### DATA PROVIDED
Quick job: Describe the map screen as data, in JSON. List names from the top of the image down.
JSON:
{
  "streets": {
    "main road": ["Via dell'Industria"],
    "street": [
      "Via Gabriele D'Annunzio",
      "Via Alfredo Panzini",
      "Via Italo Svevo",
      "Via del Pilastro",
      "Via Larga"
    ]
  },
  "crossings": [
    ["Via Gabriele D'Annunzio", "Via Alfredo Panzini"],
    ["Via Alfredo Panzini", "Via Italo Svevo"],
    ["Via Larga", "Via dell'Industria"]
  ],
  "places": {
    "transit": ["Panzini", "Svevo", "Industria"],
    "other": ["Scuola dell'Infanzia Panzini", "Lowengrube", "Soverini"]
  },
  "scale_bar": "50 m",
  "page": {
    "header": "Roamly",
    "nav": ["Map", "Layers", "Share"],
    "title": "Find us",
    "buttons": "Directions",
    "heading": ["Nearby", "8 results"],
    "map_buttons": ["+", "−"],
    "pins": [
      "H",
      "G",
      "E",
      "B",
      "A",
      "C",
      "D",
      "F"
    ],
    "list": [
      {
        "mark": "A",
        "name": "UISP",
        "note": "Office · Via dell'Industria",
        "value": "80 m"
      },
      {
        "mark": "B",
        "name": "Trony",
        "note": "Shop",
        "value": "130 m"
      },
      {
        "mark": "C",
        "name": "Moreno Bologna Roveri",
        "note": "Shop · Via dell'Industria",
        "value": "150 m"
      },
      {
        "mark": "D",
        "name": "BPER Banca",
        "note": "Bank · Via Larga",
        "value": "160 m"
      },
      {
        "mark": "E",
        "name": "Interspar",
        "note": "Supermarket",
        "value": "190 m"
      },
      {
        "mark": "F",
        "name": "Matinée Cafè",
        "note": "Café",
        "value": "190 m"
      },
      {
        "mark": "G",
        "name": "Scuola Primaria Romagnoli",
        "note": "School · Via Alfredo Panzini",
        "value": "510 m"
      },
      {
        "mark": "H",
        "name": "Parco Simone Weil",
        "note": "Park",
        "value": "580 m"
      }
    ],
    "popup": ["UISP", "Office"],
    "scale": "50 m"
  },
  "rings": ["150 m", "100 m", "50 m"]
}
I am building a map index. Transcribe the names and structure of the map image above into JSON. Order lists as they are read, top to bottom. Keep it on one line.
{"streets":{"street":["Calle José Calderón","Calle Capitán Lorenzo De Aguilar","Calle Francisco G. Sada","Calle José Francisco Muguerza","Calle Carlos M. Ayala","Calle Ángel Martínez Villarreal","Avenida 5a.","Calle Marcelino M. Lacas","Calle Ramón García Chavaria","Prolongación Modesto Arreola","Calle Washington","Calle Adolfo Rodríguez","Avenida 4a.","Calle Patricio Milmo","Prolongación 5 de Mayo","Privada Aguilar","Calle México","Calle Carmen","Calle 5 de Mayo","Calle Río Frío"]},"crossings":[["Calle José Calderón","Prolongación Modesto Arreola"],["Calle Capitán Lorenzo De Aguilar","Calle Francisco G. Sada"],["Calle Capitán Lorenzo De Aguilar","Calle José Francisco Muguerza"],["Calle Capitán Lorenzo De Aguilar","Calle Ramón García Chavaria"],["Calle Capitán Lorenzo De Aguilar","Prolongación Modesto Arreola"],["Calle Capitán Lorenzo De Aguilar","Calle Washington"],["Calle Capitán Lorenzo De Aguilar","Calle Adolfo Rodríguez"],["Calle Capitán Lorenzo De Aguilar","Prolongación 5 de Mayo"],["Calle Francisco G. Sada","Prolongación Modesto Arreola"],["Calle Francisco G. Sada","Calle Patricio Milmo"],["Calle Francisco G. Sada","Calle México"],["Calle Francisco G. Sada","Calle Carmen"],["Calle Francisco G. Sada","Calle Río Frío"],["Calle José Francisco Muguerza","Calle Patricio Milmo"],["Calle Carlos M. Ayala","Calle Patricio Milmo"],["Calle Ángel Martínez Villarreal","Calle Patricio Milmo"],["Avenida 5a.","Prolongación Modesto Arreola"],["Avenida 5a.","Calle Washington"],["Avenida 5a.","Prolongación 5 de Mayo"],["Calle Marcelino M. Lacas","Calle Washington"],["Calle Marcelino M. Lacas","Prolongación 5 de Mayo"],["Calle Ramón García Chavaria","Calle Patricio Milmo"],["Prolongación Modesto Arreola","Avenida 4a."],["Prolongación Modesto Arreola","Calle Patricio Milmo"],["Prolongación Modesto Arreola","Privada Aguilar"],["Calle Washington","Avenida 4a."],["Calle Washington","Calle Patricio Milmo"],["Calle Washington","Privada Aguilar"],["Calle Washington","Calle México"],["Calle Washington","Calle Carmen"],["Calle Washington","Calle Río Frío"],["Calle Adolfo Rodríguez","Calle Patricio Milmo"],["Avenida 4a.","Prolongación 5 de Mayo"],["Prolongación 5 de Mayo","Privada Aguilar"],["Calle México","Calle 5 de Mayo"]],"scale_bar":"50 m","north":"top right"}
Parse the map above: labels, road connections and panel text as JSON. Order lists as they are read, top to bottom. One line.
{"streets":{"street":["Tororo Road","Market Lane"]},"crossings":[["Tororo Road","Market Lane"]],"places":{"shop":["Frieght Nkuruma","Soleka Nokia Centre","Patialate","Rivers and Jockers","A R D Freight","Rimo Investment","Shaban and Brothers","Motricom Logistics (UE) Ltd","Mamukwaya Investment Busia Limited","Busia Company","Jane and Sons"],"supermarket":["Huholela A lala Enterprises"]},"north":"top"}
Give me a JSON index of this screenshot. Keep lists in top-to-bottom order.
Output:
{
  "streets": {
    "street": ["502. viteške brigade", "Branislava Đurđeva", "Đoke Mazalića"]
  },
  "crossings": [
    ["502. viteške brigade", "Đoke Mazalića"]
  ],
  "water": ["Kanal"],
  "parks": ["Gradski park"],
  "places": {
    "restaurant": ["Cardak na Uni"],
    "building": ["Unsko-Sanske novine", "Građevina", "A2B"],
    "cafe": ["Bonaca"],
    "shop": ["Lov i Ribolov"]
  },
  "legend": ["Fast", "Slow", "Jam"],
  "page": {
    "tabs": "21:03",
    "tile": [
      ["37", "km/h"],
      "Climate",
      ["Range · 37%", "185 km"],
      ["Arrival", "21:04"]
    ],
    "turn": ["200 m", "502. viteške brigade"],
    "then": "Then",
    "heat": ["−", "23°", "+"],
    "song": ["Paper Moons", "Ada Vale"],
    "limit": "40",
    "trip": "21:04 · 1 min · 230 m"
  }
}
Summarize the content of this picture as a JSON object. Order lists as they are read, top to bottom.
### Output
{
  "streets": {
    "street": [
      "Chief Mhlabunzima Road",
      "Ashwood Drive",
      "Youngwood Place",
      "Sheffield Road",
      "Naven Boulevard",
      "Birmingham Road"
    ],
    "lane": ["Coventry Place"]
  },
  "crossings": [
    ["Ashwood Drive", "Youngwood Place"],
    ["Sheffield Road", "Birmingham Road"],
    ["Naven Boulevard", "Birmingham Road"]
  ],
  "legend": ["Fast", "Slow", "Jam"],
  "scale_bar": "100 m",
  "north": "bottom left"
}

### DIRECTIONS
Among the lines above, return each one holding the string "Drive".

### ANSWER FOR THE TASK
      "Ashwood Drive",
    ["Ashwood Drive", "Youngwood Place"],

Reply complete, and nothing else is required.